Le médecin est tenu au secret médical ; le juge au secret de l'instruction et le journaliste ? C'est toute la question qui se pose suite à la diffusion du magazine d'investigation "Les Infiltrés" sur France 2 mardi dernier. Laurent Richard, journaliste, s'est infiltré dans le milieu pédophile en se faisant passer pour une petite fille, et les a ensuite dénoncés à la police. Un journaliste peut-il, dans des circonstances extrêmes, dénoncer les criminels rencontrés dans le cadre de son enquête ?

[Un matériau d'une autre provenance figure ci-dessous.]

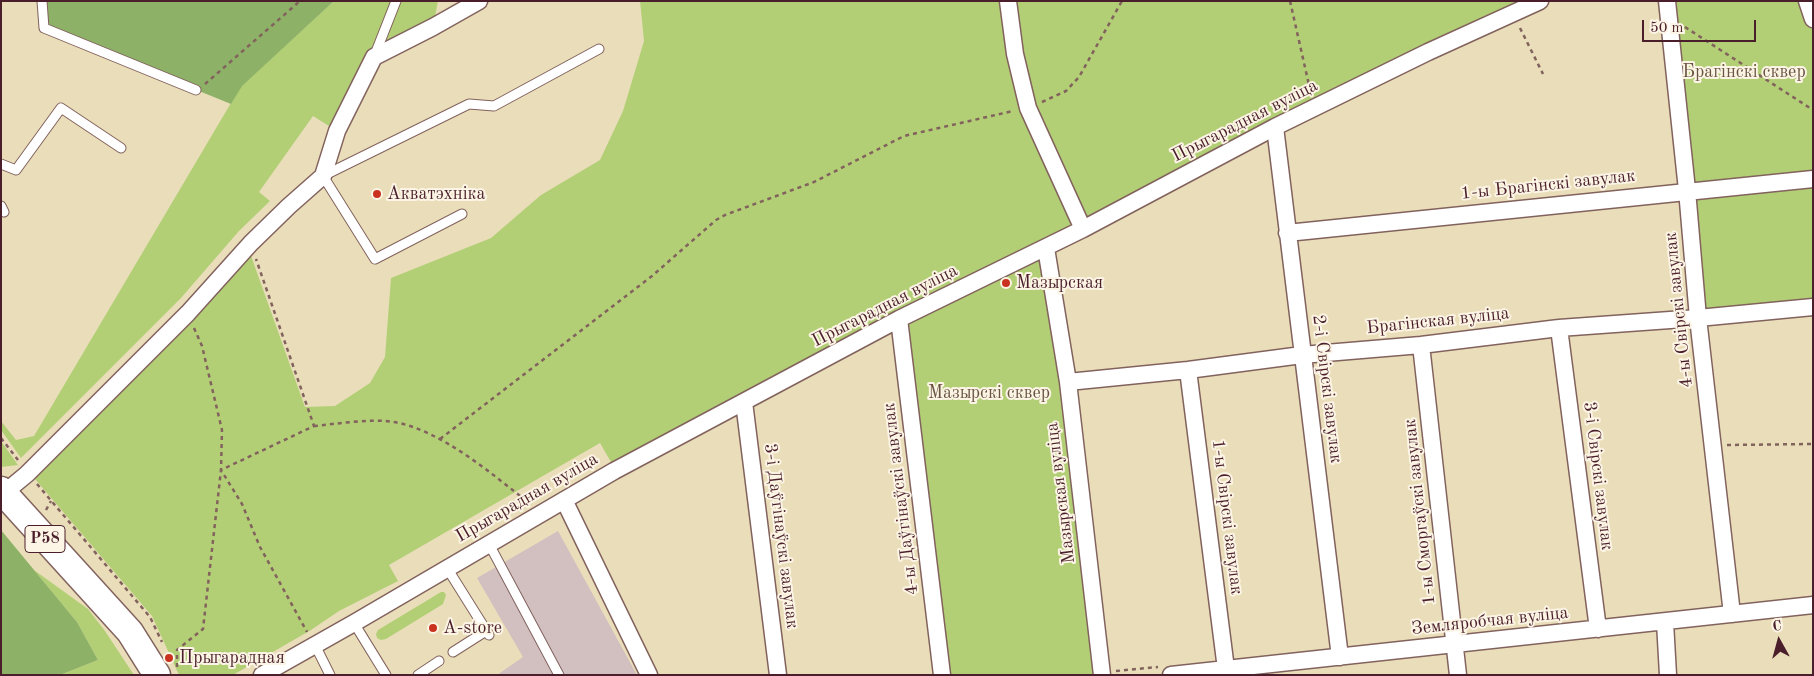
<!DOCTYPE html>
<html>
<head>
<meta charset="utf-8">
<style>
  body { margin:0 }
  #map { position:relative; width:1814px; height:676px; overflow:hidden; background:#eadeba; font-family:"Old Standard TT",serif }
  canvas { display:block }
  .frame { position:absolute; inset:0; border:2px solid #4a1f2b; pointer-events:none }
  .north { position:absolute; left:1754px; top:616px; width:50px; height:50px; -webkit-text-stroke:4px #fcf5e5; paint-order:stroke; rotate:353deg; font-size:14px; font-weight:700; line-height:20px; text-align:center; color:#4a1f2b }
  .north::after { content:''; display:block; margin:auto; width:18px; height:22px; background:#4a1f2b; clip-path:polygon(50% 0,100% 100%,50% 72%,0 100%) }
  .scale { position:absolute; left:1642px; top:20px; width:114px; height:22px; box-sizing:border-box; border:2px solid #4a1f2b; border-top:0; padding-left:6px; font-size:15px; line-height:18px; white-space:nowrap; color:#4a1f2b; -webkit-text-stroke:4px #fcf5e5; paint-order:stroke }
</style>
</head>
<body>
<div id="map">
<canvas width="1814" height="676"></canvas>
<div class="frame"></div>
<div class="north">С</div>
<div class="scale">50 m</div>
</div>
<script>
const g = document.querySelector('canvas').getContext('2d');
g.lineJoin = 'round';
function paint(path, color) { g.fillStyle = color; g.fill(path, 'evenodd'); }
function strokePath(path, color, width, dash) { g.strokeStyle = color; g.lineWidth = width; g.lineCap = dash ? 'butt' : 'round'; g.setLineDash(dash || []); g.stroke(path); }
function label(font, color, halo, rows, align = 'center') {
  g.font = font + ' "Old Standard TT",serif'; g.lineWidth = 4; g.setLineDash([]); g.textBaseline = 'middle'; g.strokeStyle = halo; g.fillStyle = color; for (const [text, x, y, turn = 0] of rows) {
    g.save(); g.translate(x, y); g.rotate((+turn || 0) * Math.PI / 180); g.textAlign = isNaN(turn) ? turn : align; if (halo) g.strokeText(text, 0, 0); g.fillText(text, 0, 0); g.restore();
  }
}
paint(new Path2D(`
  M 558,531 L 637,675 L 497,675 L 523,657 L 477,578 Z`), '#d2bfc0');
paint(new Path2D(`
  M 334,1 L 438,1 L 433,27 L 374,57 L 337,131 L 313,116 L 259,192 L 270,201 L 239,231 L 181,298 L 21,458 L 1,430 L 1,421 L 16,440 L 34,436 L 241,86 Z
  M 640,1 L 1536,1 L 615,469 L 600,443 L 389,565 L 398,581 L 339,611 L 311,630 L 233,675 L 179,675 L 152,616 L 35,479 L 250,253 L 305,407 L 335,406 L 370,383 L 385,357 L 391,278 L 491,238 L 541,195 L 600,160 L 623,111 L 644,41 Z
  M 1667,1 L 1813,1 L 1813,307 L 1698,318 Z
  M 1046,248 L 1102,675 L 942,675 L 899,319 Z
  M 1,441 L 18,465 L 1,467 Z
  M 34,570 L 88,609 L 105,631 L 134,675 L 60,675 L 98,660 L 77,622 Z
  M 441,592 L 444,592 L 446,595 L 443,604 L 386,639 L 381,640 L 377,638 L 376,634 L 378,630 Z`), '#b2cf76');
paint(new Path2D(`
  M 43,1 L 334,1 L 242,86 L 231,104 L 44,28 Z
  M 1,530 L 77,622 L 98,660 L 60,675 L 1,675 Z`), '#8db267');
const service = new Path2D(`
  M 42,1 L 44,28 L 196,90
  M 374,57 L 396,1
  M 1,164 L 16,170 L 61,108 L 121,148
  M 1,206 L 4,212
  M 462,214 L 375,259 L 323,176 L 469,104 L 494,106 L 599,49
  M 489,544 L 559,675
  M 447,568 L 489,635
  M 354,623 L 386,675
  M 315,645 L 330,675
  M 453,652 L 486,631
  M 418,675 L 439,661`);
const minor = new Path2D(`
  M 1008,1 L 1015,54 L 1028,108 L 1083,229
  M 1667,1 L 1687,190 L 1698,318 L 1732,614
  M 1807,1 L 1813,19
  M 1275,127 L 1340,657
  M 1287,233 L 1813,179
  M 1046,248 L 1068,382 L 1102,675
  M 899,319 L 942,675
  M 1559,328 L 1598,629
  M 1421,345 L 1458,675
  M 1188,370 L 1226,669
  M 1068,382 L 1188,370 L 1302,355 L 1421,345 L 1559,328 L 1698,318 L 1813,307
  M 744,402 L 778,675
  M 4,493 L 27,474 L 188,313 L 251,243 L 289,206 L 323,176 L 337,131 L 374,57 L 433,27 L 479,1
  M 564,500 L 649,675
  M 1665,622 L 1668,675
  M 262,675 L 354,623 L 614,471 L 899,319 L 1083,229 L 1275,127 L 1428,52 L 1540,1
  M 1171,675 L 1813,605`);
const primary = new Path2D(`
  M 1,490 L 130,632 L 157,675`);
strokePath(service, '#82625d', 11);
strokePath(minor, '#82625d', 19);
strokePath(primary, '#82625d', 29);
strokePath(new Path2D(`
  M 1290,1 L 1309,85 L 1308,94
  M 1685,27 L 1813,110
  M 1520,28 L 1543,74
  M 205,84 L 300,1
  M 1042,102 L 1066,91 L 1079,77 L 1122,1
  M 194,328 L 202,346 L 222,430 L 221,470 L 242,504 L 260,547 L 307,632
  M 314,426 C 337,424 371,418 394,422 C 441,430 492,474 529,503
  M 1,438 L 18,460
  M 440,439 L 652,276 L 716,220 L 725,215 L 814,182 L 904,136 L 1013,111
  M 1727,445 L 1813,444
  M 37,484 L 150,617 L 162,642
  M 46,510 L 51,501
  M 177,667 L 177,650 L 203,629 L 221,470 L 314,426 L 256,259
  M 1116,671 L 1158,667`), '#82625d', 2.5, [4, 4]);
strokePath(service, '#fff', 9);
strokePath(minor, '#fff', 16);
strokePath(primary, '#fff', 26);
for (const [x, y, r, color] of [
  [377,194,5,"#c8321e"],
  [1006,283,5,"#c8321e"],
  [433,628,5,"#c8321e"],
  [169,658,5,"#c8321e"]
]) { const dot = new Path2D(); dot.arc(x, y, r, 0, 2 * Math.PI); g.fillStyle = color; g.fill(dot); strokePath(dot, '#fcf5e5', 2); }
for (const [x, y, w] of [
  [45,539,40]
]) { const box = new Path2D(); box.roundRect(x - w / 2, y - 13.5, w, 27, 4); g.fillStyle = '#fcf5e5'; g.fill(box); strokePath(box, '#4a1f2b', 1); }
label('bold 16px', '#4a1f2b', null, [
  ["Р58",45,539]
]);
label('18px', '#695442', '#fcf5e5', [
  ["Брагінскі сквер",1744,72],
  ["Мазырскі сквер",989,393]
]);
label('18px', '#4a1f2b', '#fcf5e5', [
  ["Прыгарадная вуліца",1245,121,-27],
  ["1-ы Брагінскі завулак",1548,185,-6],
  ["Прыгарадная вуліца",885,306,-27],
  ["4-ы Свірскі завулак",1679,310,-96],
  ["Брагінская вуліца",1438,321,-6],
  ["2-і Свірскі завулак",1327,389,83],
  ["3-і Свірскі завулак",1598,476,83],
  ["Мазырская вуліца",1061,493,-97],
  ["Прыгарадная вуліца",527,498,-30],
  ["4-ы Даўгінаўскі завулак",901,499,-97],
  ["1-ы Сморгаўскі завулак",1420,512,-96],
  ["1-ы Свірскі завулак",1227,517,83],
  ["3-і Даўгінаўскі завулак",781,536,83],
  ["Земляробчая вуліца",1490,621,-6]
]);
label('18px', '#4a1f2b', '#fcf5e5', [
  ["Акватэхніка",387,194],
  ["Мазырская",1016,283],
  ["А-store",443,628],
  ["Прыгарадная",179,658]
], 'left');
</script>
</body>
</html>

Ce sont 23 personnes qui ont été arrêtées suite à la dénonciation du journaliste de l'agence Capa, Laurent Richard. "Certains pédophiles avaient l'intention d'abuser d'enfants ; d'autres étaient déjà passés à l'acte. La décision de signaler leurs pseudonymes aux policiers a été prise au cours de l'enquête dans un souci de protection des enfants. Moralement, il était impossible d'agir autrement. Si j'étais rentré chez moi sans rien dire, je n'aurai plus jamais dormi de ma vie.", justifie Laurent Richard.

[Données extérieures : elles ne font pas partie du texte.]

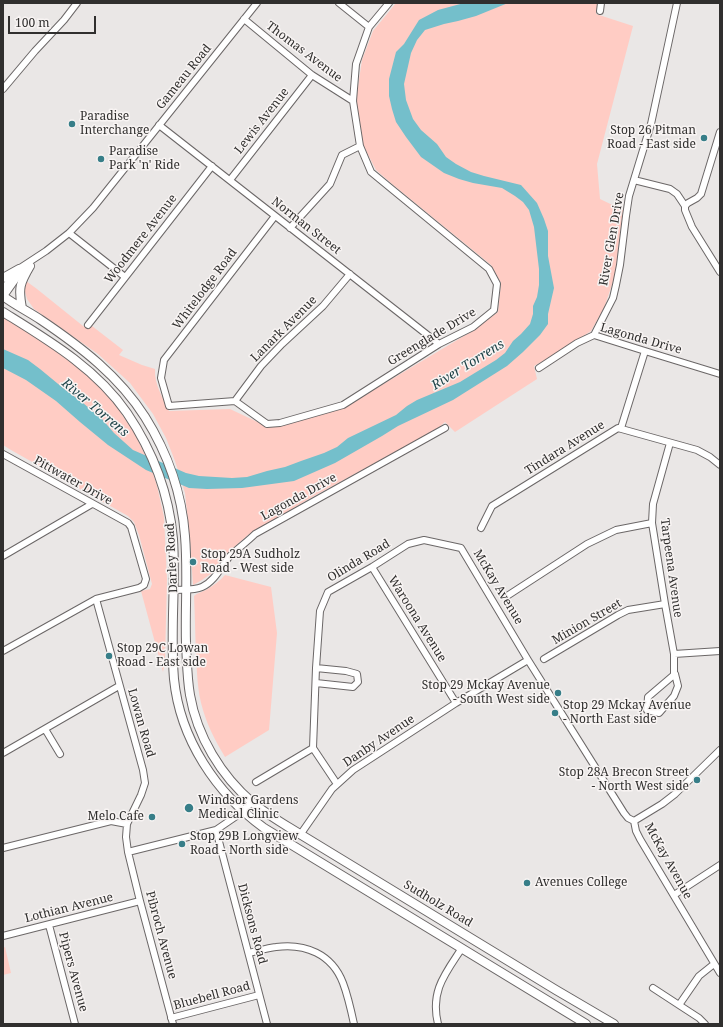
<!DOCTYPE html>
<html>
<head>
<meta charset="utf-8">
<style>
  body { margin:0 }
  #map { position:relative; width:723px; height:1027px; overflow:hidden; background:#eae7e6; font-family:"Noto Serif",serif }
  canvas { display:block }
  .frame { position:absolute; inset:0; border:4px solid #302f2e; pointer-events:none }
  .scale { position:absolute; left:8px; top:16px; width:88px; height:18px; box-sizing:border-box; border:2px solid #302f2e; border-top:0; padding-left:5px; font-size:12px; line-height:14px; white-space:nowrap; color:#302f2e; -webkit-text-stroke:3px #f8f4f3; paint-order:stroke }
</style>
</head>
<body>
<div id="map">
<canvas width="723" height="1027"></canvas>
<div class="frame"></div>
<div class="scale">100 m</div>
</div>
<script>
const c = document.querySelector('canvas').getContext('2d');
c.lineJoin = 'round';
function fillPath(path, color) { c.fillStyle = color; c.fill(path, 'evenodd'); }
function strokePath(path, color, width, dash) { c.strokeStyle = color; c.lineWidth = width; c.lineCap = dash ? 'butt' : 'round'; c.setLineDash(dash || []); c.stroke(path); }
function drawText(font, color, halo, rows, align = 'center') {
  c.font = font + ' "Noto Serif",serif'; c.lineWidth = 3; c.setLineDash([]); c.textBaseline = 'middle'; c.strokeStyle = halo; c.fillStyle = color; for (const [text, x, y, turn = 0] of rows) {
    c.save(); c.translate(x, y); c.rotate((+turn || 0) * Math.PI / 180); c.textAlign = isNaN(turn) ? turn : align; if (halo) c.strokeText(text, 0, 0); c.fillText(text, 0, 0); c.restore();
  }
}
fillPath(new Path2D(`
  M 396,3 L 598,3 L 596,14 L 633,26 L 597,164 L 600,199 L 623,210 L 615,276 L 604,308 L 591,331 L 554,355 L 534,366 L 537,379 L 455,432 L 445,422 L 436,430 L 312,497 L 248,535 L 225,555 L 212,573 L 202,580 L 193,585 L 190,540 L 185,493 L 175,461 L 166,438 L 153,414 L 130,383 L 98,354 L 34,309 L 27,299 L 24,288 L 26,281 L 37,289 L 83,326 L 88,329 L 92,326 L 123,350 L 119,355 L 142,365 L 155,369 C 154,384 163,398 169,411 L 230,409 L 266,426 L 282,425 L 345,407 L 474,330 L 498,312 L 501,283 L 491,265 L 392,184 L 376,170 L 362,143 L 356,100 L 362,60 L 373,31 Z
  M 3,316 L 47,345 L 86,373 L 115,404 L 135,434 L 152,470 L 157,486 L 164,517 L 167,579 L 165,660 L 163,672 L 141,591 L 150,589 L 152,584 L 139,535 L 134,522 L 128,516 L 11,450 L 3,445 Z
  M 225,575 L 271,587 L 277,633 L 269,730 L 225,757 C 216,742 208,727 203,710 C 197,691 197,671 196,652 C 195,633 195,615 194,596 C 197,593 202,592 206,590 C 213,586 220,581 225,575 Z
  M 5,947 L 11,973 L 3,975 L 3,948 Z`), '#ffccc4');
fillPath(new Path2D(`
  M 464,3 L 508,3 L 476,16 L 458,21 L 444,24 L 425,30 L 417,40 L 411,53 L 404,84 L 406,100 L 413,119 L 421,130 L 437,144 L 446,157 L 456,164 L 471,172 L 484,176 L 521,185 L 537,203 L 544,219 L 548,231 L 548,256 L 554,288 L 548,314 L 548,324 L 540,335 L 523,352 L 507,366 L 453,400 L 398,426 L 382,436 L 335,463 L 294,481 L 242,488 L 207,489 L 189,488 L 146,470 L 108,445 L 80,422 L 56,401 L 26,380 L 3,368 L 3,349 L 28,360 L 40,369 L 63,388 L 83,403 L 102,419 L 114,433 L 133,450 L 186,473 L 199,476 L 232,478 L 247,477 L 267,471 L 285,467 L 301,461 L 324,453 L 337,447 L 348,438 L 396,415 L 407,406 L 417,400 L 460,382 L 496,360 L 505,353 L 513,341 L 521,334 L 530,324 L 533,314 L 533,306 L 537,297 L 539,285 L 539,269 L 534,227 L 529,210 L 523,202 L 515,196 L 502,188 L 473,183 L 459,179 L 444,173 L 421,157 L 406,137 L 396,122 L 392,109 L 389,96 L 389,79 L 396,52 L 404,44 L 419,20 L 438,10 Z`), '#74bfcb');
const minor = new Path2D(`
  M 339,3 L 369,27
  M 600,11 L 601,3
  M 244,19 L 312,75 L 353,101
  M 3,89 L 35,51 L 64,20 L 77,3
  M 159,125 L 439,344
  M 720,132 L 701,194 L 697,198 L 688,203 L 685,206 L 685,210 L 692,227 L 720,272
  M 230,180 L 312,75
  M 634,180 L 670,189 L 677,194 L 685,206
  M 275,216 L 164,360 L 161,378 L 169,406 L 235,401 L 267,424 L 280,423 L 343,405 L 439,344 L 473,327 L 494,310 L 497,284 L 489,269 L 371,172 L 360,146 L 353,101 L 356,64 L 369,27 L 389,3
  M 290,228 L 330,184 L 342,155 L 360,146
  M 69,233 L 125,277
  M 3,290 L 10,279 L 20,268 L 46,251 L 69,233 L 93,208 L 257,3
  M 4,296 L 16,279 L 26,270
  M 88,325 L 212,166
  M 594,335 L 613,298 L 616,285 L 620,265 L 626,216 L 629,196 L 651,124 L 677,3
  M 539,368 L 577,343 L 594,335 L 645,351 L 720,374
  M 235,401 L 261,366 L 282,344 L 323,306 L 350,274
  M 621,428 L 645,351
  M 670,443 L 653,504 L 652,523 L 665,604 L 674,654 L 674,673 L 675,674 L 678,686 L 674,696 L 659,713 L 647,710 L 648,697 L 675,674
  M 3,454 L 128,523 L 131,527 L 146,579 L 144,585 L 139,588 L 96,599 L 3,651
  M 481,528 L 492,506 L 618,428 L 697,450 L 710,457 L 720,465
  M 3,556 L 92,504
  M 372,567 L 456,703
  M 173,590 C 182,589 193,591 202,587 C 214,582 221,567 229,557 C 237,549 247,542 255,534 L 445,428
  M 507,596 L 587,544 L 616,530 L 652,523
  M 96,599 L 143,770 L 145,783 L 141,795 L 127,824 L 126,837 L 128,852 L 140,901 L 173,1024
  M 674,654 L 720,651
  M 544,659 L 618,615 L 628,610 L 665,604
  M 316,683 L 353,687 L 358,682 L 357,674 L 346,671 L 316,668
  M 45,729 L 60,754
  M 3,753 L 119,686
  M 256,782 L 313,748
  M 337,784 L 313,748 L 316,668 L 320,611 L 328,592 L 372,567 L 408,544 L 424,540 L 461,548 L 528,660 L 624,813 L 628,818 L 634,821
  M 634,821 L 636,831 L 640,839 L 720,973
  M 634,821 L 662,804 L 675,794 L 720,750
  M 216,830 L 267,1024
  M 300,835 L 332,789 L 353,770 L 456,703 L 528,660
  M 3,848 L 111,821 L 127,824
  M 128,852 L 216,830 L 238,815 L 252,802
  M 674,895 L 720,865
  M 49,925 L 75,1024
  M 3,936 L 140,901
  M 249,953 C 258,951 267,948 276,947 C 305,943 332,954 343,983 C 348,996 351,1010 354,1024
  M 653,988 L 679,1005
  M 171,1018 L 259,995
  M 438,1024 C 430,991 445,974 462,948
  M 705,1024 L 699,1018 L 679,1005 L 699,976 L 714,964`);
const secondary = new Path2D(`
  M 3,278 L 19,269
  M 3,296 C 15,305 29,312 41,320 C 81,347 119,376 145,417 C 167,452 182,494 185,536 C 188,572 185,607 186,643 C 187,660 187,678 190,695 C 197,736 221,776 253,803 C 264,812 277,820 290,828 L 556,990 L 614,1024
  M 22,308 C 18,288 20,283 30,266
  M 3,312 C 48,340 96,368 127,413 C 152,450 169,494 173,539 C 176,586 170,632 174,679 C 180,739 216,793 264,828 L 586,1024`);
strokePath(minor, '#6b6767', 8);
strokePath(secondary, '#6b6767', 10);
strokePath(minor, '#fff', 6);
strokePath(secondary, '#fff', 8);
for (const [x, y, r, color] of [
  [72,124,4,"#377e88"],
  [704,138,4,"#377e88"],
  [101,159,4,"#377e88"],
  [193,562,4,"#377e88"],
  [109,656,4,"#377e88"],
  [558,693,4,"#377e88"],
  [555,713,4,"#377e88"],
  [697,780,4,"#377e88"],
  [189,808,5,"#377e88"],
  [152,817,4,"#377e88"],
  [182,844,4,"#377e88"],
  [527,883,4,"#377e88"]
]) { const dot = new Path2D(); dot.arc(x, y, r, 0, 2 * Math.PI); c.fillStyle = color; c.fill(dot); strokePath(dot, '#f8f4f3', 1.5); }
drawText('12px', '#302f2e', '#f8f4f3', [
  ["Thomas Avenue",304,52,37],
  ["Gameau Road",184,77,-51],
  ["Lewis Avenue",262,121,-52],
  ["Norman Street",306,226,38],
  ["Woodmere Avenue",141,239,-52],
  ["River Glen Drive",612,239,-80],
  ["Whitelodge Road",205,289,-53],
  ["Lanark Avenue",284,329,-45],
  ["Greenglade Drive",432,337,-31],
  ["Lagonda Drive",641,339,16],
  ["Tindara Avenue",565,448,-32],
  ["Pittwater Drive",73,481,29],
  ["Lagonda Drive",299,497,-29],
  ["Darley Road",172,558,-93],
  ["Olinda Road",359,561,-31],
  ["Tarpeena Avenue",671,568,82],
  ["McKay Avenue",498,587,59],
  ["Waroona Avenue",417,619,58],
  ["Minion Street",587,622,-30],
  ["Lowan Road",141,723,74],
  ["Danby Avenue",379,741,-34],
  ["McKay Avenue",668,861,61],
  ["Sudholz Road",438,904,31],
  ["Lothian Avenue",69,908,-14],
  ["Dicksons Road",252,924,75],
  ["Pibroch Avenue",161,935,75],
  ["Pipers Avenue",73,972,75],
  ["Bluebell Road",212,996,-15]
]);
drawText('12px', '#302f2e', '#f8f4f3', [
  ["Paradise",80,117],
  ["Interchange",80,131],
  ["Stop 26 Pitman",696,131,"right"],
  ["Road - East side",696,145,"right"],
  ["Paradise",109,152],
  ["Park 'n' Ride",109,166],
  ["Stop 29A Sudholz",201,555],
  ["Road - West side",201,569],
  ["Stop 29C Lowan",117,649],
  ["Road - East side",117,663],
  ["Stop 29 Mckay Avenue",550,686,"right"],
  ["- South West side",550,700,"right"],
  ["Stop 29 Mckay Avenue",563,706],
  ["- North East side",563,720],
  ["Stop 28A Brecon Street",689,773,"right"],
  ["- North West side",689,787,"right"],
  ["Windsor Gardens",198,801],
  ["Medical Clinic",198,815],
  ["Melo Cafe",144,817,"right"],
  ["Stop 29B Longview",190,837],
  ["Road - North side",190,851],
  ["Avenues College",535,883]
], 'left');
drawText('italic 13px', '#1f4348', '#f8f4f3', [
  ["River Torrens",468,365,-32],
  ["River Torrens",95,408,40]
]);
</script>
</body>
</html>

Le droit de dénoncer, pas l'obligation
L’agence Capa explique que la loi contraint tout citoyen à dénoncer quand il s'agit d'affaires ayant trait à l'enfance. Maître Pierre-Olivier Sur, spécialiste en droit de la presse et l’un des avocats de France Télévision explique qu’il existe en France un principe selon lequel ne pas dénoncer les crimes est un délit. Mais que les journalistes n’y sont pas tenus. Qu’il existe effectivement une spécificité des affaires concernant l’enfance; que les journalistes ont alors le droit de dénoncer, mais en aucun cas l’obligation.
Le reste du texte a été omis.